I Wasn't Training. I Was Just Going to the Gym.

In my mid-twenties I went to the gym four days a week. Sounds good so far.

Here's what I actually did when I got there: I walked around until I found a machine that looked interesting. Picked a weight that seemed reasonable. Did three sets of ten. Got bored. Found another machine. Repeated until I'd been there long enough to justify leaving.

No log. No plan. No idea what I'd done the week before or whether I was making any progress at all. Upper body, lower body — didn't matter. Whatever seemed fun that day.

I quit.

Came back around 26. This time I almost had a routine — roughly the same machines, roughly the same order. Progress was still a guess. I think I did 100 pounds last time. Let's try that. Sometimes it worked. Usually I couldn't tell. Eventually I quit again.

Then I got a free consultation with a personal trainer at the gym — someone I'd actually grown up with. He took me over to a seated squat rack, loaded a couple of plates, and told me to push it up. Easy. Two more 45s. Still easy. Two more — getting hard. Two more — I got them and called it.
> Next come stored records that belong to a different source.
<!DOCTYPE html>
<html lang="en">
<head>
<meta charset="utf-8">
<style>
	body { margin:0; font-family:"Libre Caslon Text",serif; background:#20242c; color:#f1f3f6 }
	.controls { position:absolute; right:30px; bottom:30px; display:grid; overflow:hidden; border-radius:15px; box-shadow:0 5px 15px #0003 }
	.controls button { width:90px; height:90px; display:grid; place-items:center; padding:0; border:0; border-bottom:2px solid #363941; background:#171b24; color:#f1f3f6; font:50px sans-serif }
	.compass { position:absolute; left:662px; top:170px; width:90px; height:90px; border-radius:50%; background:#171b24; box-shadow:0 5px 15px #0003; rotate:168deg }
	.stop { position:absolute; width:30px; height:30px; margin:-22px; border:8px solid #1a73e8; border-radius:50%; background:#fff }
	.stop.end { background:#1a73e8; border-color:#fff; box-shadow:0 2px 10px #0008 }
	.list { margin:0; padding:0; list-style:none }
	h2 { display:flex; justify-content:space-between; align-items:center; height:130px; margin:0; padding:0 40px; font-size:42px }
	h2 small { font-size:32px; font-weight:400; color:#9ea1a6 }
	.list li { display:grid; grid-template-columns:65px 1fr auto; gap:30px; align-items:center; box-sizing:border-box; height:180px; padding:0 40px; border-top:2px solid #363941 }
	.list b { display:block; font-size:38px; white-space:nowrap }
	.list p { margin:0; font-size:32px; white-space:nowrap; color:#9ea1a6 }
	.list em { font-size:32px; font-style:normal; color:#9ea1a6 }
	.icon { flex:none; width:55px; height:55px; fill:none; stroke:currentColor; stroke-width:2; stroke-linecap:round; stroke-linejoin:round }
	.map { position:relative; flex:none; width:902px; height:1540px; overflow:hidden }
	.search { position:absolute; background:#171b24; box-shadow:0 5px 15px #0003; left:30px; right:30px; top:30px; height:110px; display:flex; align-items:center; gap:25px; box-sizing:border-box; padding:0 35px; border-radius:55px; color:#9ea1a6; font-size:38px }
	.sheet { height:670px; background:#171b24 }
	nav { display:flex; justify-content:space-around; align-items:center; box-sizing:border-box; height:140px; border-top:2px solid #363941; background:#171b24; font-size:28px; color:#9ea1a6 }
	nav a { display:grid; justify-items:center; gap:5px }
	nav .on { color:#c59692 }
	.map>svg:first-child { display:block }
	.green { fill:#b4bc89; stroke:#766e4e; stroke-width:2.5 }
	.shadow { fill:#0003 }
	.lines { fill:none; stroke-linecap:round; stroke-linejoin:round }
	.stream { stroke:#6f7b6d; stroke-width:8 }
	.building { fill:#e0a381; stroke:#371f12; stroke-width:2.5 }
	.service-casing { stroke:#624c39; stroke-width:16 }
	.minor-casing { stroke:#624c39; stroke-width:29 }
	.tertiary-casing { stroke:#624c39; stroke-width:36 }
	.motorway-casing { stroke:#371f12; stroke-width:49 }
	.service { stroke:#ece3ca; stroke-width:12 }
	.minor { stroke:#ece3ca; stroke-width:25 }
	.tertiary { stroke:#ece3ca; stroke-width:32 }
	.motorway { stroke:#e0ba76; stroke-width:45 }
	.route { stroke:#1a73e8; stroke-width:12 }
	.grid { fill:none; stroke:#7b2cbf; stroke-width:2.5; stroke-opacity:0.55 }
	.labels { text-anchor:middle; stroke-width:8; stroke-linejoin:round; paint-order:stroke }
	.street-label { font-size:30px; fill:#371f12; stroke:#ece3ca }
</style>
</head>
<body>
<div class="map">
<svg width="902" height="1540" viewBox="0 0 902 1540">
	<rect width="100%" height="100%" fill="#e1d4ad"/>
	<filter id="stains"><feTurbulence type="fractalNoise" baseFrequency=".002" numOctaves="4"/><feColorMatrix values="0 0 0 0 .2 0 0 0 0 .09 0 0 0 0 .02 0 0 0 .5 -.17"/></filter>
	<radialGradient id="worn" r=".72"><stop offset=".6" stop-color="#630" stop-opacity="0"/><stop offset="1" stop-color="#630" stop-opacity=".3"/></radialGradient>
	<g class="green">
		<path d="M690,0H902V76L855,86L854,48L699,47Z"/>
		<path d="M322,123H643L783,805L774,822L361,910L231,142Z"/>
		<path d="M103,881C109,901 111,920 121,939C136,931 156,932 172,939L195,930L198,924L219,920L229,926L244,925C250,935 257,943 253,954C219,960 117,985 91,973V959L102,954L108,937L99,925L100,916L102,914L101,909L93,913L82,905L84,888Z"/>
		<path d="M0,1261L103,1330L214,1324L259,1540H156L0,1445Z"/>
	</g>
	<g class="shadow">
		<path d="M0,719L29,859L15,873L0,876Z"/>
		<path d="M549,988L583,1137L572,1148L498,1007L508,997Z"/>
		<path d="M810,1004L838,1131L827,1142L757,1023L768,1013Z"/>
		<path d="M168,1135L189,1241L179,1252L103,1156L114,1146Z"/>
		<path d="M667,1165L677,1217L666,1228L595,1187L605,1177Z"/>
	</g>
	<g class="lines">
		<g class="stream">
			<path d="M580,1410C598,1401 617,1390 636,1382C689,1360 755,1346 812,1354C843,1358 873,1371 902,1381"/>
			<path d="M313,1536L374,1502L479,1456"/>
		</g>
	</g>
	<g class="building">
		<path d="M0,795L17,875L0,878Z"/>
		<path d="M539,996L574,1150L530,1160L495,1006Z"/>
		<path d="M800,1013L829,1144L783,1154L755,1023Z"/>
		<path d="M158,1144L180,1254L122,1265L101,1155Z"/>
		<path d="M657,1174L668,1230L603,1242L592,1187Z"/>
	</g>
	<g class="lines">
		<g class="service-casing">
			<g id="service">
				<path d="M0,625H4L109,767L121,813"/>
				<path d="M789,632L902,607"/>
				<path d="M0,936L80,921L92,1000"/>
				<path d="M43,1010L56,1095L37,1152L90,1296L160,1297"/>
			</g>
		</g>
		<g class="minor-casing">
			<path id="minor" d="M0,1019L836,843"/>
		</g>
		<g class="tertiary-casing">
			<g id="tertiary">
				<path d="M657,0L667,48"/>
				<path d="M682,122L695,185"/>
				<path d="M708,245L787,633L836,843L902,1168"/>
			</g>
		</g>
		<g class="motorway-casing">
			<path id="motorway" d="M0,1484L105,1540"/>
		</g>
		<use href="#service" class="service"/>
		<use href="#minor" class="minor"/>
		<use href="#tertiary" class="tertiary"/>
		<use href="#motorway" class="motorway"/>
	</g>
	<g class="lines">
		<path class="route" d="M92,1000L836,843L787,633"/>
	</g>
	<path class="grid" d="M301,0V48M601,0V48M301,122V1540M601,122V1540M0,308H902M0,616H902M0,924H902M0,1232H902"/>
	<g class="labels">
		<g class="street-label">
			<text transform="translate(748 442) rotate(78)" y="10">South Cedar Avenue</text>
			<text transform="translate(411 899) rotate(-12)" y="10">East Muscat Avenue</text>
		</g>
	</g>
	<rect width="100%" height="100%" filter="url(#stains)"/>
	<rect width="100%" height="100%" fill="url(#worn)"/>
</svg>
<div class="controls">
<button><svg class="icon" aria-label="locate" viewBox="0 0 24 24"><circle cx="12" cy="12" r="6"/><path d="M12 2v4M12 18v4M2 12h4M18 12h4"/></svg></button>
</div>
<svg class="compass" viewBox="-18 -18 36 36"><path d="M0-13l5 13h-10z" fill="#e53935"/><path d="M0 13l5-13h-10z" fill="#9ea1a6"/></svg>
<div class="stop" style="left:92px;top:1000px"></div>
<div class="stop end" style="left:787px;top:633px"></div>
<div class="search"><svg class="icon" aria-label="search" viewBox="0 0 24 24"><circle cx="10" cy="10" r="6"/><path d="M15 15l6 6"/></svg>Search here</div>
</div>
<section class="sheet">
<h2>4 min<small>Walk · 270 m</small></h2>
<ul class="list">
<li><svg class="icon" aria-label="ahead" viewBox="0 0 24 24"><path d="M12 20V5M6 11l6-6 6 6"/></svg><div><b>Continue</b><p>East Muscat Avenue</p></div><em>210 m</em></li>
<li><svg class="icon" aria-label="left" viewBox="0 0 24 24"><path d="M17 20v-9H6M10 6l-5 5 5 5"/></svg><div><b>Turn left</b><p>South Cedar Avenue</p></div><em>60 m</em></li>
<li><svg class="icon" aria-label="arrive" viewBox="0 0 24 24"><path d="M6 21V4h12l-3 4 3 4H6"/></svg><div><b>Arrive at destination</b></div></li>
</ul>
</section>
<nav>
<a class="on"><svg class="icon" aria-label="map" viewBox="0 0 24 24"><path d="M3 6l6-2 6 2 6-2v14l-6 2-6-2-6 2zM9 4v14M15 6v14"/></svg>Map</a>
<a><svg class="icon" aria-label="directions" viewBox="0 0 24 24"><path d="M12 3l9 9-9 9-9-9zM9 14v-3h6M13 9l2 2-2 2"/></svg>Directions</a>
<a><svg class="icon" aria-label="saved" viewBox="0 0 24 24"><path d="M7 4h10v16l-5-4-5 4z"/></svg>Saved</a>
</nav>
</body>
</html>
I had to leave town for work the next day. My job involved running in and out of interstate traffic weighing commercial trucks.

I could barely walk.

I didn't know what rhabdomyolysis was at the time, but looking back, I was close. That's what happens when someone loads you to near-failure with no baseline, no warmup progression, and no idea where you're actually starting from.

None of what I'd been doing was training. Not the machine wandering, not the guessing, not that day at the squat rack. It was just movement with no structure and no plan for what came next.

The difference between exercise and training isn't the gym or the equipment. It's whether what you're doing is actually building toward something — and whether you have any way of knowing if it is.

Random workouts can keep you moving. They won't make you stronger. And occasionally they'll put you on the side of a highway barely able to walk.